Jack’s starting point was not an understanding of how the legacy incumbents were broken or how that brokenness created a huge gap in the market. That understanding would come, but the starting point was to conceive of a simple product that would create tangible value: “When we started, we thought we were just building a piece of hardware to enable people to plug into their phone and swipe a credit card.” The original Square reader is a great example of what I’ve called a “product hook” -- a simple repeatable transaction (in this case, a swipe) that entices users to engage with a larger product. It also came with a “distribution trick”: its distinctive design, underscored by the Square logo and brand, created real-world virality. PayPal started in a similar way: our product hook was to “email money,” which also created the first distribution trick (email virality).
Step 2: Discover the market insight.
The market is discovered as a result of seeing who uses the product and why. Square discovered that there was a huge under-served portion of the market -- small business owners and entrepreneurs that didn’t have the credit history necessary to get a traditional credit card merchant account. At PayPal, we stumbled onto a similar insight with eBay sellers, who didn’t conceive of themselves as professional businesses and were unable or unwilling to go through the lengthy underwriting process that eBay had set up with its payment partner Wells Fargo. Both Square and PayPal realized that they could increase access to a new and under-served market by eliminating the upfront requirements and approaching fraud detection in a different way. While PayPal was originally confined to payments that could take place on a desktop PC, Square was built for the online-to-offline era, where ipads and iphones have extended apps to every nook and cranny of the physical world.
Step 3: Operationalize the insight.
To operationalize the market insight, Square (like PayPal before it) built fraud expertise at the transaction level to replace hoops at the merchant level. It built a data science team, predictive models, and a team to review suspicious transactions. Over time these efforts grew more sophisticated and became a moat. Undoubtedly, it helped that Square brought on two PayPal Mafia veterans -- Keith Rabois as COO and Roelof Botha as board member. Hiring people who have done similar things in the past can provide a tremendous shortcut. Historically, this was a big advantage of starting a company in Silicon Valley. Even as technology companies become more geographically diffuse, it is worth spending the time to find talent who can help you avoid reinventing the wheel. Finally, Square deserves a lot of credit for expanding its product line over time.
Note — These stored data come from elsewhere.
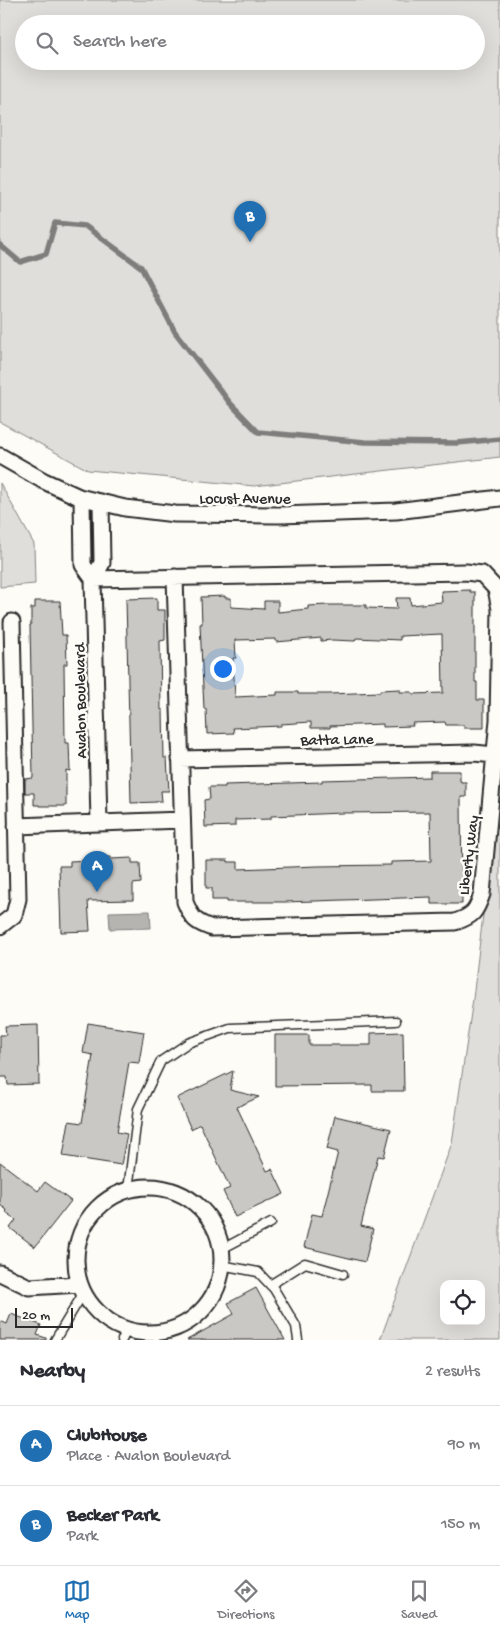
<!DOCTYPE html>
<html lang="en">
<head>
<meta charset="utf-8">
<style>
  :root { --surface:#fff; --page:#f7f7f7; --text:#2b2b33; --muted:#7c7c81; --line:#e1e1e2; --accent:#1f6fb2 }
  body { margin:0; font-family:"Gochi Hand",sans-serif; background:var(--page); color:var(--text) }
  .controls { position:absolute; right:15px; bottom:15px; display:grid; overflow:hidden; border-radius:10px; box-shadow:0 5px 20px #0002 }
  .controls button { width:45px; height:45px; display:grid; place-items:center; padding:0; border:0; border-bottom:1px solid var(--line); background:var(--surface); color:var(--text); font:25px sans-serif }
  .scale { position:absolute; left:15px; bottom:12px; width:58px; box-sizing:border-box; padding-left:5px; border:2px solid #2b2b2b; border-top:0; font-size:14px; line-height:18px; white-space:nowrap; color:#2b2b2b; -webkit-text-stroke:4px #fdfcf7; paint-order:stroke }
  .you { position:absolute; left:222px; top:668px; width:18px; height:18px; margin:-12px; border:4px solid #fff; border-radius:50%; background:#1a73e8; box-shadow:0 0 0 8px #1a73e833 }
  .badge { display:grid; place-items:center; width:32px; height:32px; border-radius:50%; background:var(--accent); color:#fff; font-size:16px; font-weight:700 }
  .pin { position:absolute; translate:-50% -41px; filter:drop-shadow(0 1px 2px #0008) }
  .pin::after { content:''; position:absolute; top:26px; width:18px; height:15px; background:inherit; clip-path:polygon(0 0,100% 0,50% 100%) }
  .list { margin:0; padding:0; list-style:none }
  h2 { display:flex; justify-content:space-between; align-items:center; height:65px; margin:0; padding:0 20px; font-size:21px }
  h2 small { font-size:16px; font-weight:400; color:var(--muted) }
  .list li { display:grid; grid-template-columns:32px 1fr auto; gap:15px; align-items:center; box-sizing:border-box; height:80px; padding:0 20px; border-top:1px solid var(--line) }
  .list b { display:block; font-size:19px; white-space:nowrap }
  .list p { margin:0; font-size:16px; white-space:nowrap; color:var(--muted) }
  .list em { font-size:16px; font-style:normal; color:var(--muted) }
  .icon { flex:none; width:28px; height:28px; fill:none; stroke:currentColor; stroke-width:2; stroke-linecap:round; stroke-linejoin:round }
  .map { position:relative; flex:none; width:500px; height:1340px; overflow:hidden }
  .search { position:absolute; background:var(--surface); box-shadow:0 5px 20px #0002; left:15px; right:15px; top:15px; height:55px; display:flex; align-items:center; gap:12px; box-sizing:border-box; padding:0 18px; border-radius:28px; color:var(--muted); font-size:19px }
  .sheet { height:225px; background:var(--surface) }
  nav { display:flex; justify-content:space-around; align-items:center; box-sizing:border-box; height:70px; border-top:1px solid var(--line); background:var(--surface); font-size:14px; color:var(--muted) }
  nav a { display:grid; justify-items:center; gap:2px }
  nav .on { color:var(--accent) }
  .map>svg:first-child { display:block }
  .green { fill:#dfdeda; stroke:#858482; fill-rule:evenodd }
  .water { fill:#b5b4b1; stroke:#7e7d7b }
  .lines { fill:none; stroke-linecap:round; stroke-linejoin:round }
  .stream { stroke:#7e7d7b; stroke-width:5.5 }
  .building { fill:#c9c8c4; stroke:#2b2b2b; fill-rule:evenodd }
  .lane-casing { stroke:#2b2b2b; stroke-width:11 }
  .street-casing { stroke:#2b2b2b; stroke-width:19 }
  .lane { stroke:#fdfcf7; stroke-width:8 }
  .street { stroke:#fdfcf7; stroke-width:15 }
  .labels { text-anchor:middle; stroke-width:5; stroke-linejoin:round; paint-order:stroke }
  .street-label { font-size:16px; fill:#2b2b2b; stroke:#fdfcf7 }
</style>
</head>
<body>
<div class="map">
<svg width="500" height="1340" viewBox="0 0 500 1340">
  <rect width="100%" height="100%" fill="#fdfcf7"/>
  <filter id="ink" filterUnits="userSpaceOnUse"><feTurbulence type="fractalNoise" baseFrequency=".02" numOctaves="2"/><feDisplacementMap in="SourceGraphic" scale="10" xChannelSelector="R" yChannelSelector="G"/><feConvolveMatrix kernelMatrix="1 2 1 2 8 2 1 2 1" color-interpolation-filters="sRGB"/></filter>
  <g filter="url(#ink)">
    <path class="green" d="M0,0H500V457L254,486L88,470L0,422ZM24,24H476V61H24Z
      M0,483L34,544L35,584L0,587Z
      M500,772V1340H380L452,1143L473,999ZM444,1284H481V1321H444Z"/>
    <path class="water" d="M150,911L151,928L110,929L109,912Z"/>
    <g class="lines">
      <path class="stream" d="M0,245L20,262L46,254L55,223L85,226L141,267L175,332L230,403L258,432L365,442L457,443L500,439"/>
    </g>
    <path class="building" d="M470,590V592H475V682H477V700H484V728H464V725H446L445,722L412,723L413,726L383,727V724L330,726V728H311V722L281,724V726L233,728L234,733L207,734L206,709H204L200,624H202L201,597L225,596V598H231V607L264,609V601H278V612L308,609V606L328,605H366V608L397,609L396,598H410L411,605L442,602L441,591ZM442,634L443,693L413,694L412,692H400V689L380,690V692L329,694H298V692H277V695L235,697L233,658H236L235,640L276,639V642L321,638V641L332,640L355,641L356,638L400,640V636Z
      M157,598V610H165V640L160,641L161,710H163L164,758H167L169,791H161L162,801H157V802L131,803L126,599Z
      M35,601H60L62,635H66L67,664H64L65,743H69L70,771L66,770V806H39V805H34V793H25V779L33,778L30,625H31V608H35Z
      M430,771H460V781H461V782H466V797H461L462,904H431V897L285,902H227V900H212V888H206V860H228V862H238V869L317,866L391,865V862L431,861L430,812L342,813L271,816V819L235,820V826L205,827L204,800L210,799L209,787H225V785L322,782V780L430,777Z
      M89,857H111V859L132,858V863H140L141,883L133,884V900L88,901L90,931L61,932L59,866H70V861L89,860Z
      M88,1023L144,1032L139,1063L129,1062L117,1132L127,1134L121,1165L63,1156L69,1121L82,1123L93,1055L83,1053Z
      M38,1025L39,1084L8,1085L7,1077H0V1035H6L5,1026Z
      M403,1032L404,1091H372V1085L275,1086V1035H309V1045H371V1033Z
      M233,1071L230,1090L259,1097L237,1107L267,1171L272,1169L284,1194L235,1217L223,1191L230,1188L200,1124L191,1129L177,1098Z
      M335,1116L391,1129L384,1157L378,1156L361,1226L373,1229L365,1262L304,1247L312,1214L322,1216L338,1152L327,1149Z
      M0,1162L38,1191L45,1182L71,1201L35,1247L10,1228L16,1220L6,1213L7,1210L0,1205Z
      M256,1288L285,1340H187L234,1314L228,1303Z
      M11,1314L41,1325L37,1335L46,1338V1340H0V1321L7,1324Z"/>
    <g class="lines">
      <g class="lane-casing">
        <path id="lane" d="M128,1190L138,1109L161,1061L188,1043L230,1028L396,1021
          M220,1250L271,1223
          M221,1265L258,1272L274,1289L296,1326L298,1340
          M270,1285L305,1263L343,1274
          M55,1340L84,1292
          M122,1340L127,1330"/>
      </g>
      <g class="street-casing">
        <path id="street" d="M0,456L44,481L79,497L125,508L175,514L280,515L396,511L500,498
          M82,498L83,565L93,579
          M93,579L466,572L482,574L496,589L500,609L498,720L482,894C476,912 473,916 455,922L212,928C195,922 192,919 185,902L175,577
          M180,759L474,753L495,755
          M99,822L93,579L102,563L101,502
          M16,826L182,820
          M0,926L14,915L18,899L12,622
          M76 1260a73 73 0 1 1 146 0a73 73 0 1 1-146 0Z
          M0,1273L29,1287L79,1284"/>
      </g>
      <use href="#lane" class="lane"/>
      <use href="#street" class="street"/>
    </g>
  </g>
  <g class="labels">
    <g class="street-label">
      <text x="245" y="503">Locust Avenue</text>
      <text transform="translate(79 701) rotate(-91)" y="6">Avalon Boulevard</text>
      <text transform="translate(337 738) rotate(-1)" y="6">Batta Lane</text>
      <text transform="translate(467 855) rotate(-83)" y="6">Liberty Way</text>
    </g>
  </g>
</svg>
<div class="controls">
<button><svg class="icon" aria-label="locate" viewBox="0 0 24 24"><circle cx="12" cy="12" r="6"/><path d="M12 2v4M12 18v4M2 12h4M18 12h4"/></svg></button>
</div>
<div class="scale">20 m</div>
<div class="you"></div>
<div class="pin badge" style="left:97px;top:892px">A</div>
<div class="pin badge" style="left:250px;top:242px">B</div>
<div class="search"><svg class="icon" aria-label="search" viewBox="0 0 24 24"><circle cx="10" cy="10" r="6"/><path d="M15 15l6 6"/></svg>Search here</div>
</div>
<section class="sheet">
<h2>Nearby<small>2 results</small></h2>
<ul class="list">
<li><span class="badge">A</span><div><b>ClubHouse</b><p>Place · Avalon Boulevard</p></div><em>90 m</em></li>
<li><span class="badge">B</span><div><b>Becker Park</b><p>Park</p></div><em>150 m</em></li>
</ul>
</section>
<nav>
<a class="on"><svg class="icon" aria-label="map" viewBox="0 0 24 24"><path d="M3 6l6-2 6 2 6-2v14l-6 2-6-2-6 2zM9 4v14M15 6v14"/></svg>Map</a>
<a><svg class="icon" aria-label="directions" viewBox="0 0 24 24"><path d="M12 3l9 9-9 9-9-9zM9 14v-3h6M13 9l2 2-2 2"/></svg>Directions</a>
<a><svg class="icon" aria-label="saved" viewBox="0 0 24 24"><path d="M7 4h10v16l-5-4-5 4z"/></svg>Saved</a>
</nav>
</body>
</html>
Once it discovered the theme of access, it had the “north star” to continually expand its offerings.
Square and PayPal are both examples of the philosophy that “if you build it, they will come.” But users will only come if you build it the right way: The company starts with a product hook to grab users and a distribution trick to find them, pays attention to the organic use of the product to discover the market insight, then leans into that insight to build the company. It helps that Square and PayPal are consumerized, broadly horizontal products; the strategy would be less suitable for hyper-vertical or deep-stack enterprise products. But with the consumerization of the enterprise, the product-first approach is increasingly relevant for SaaS as well as consumer apps.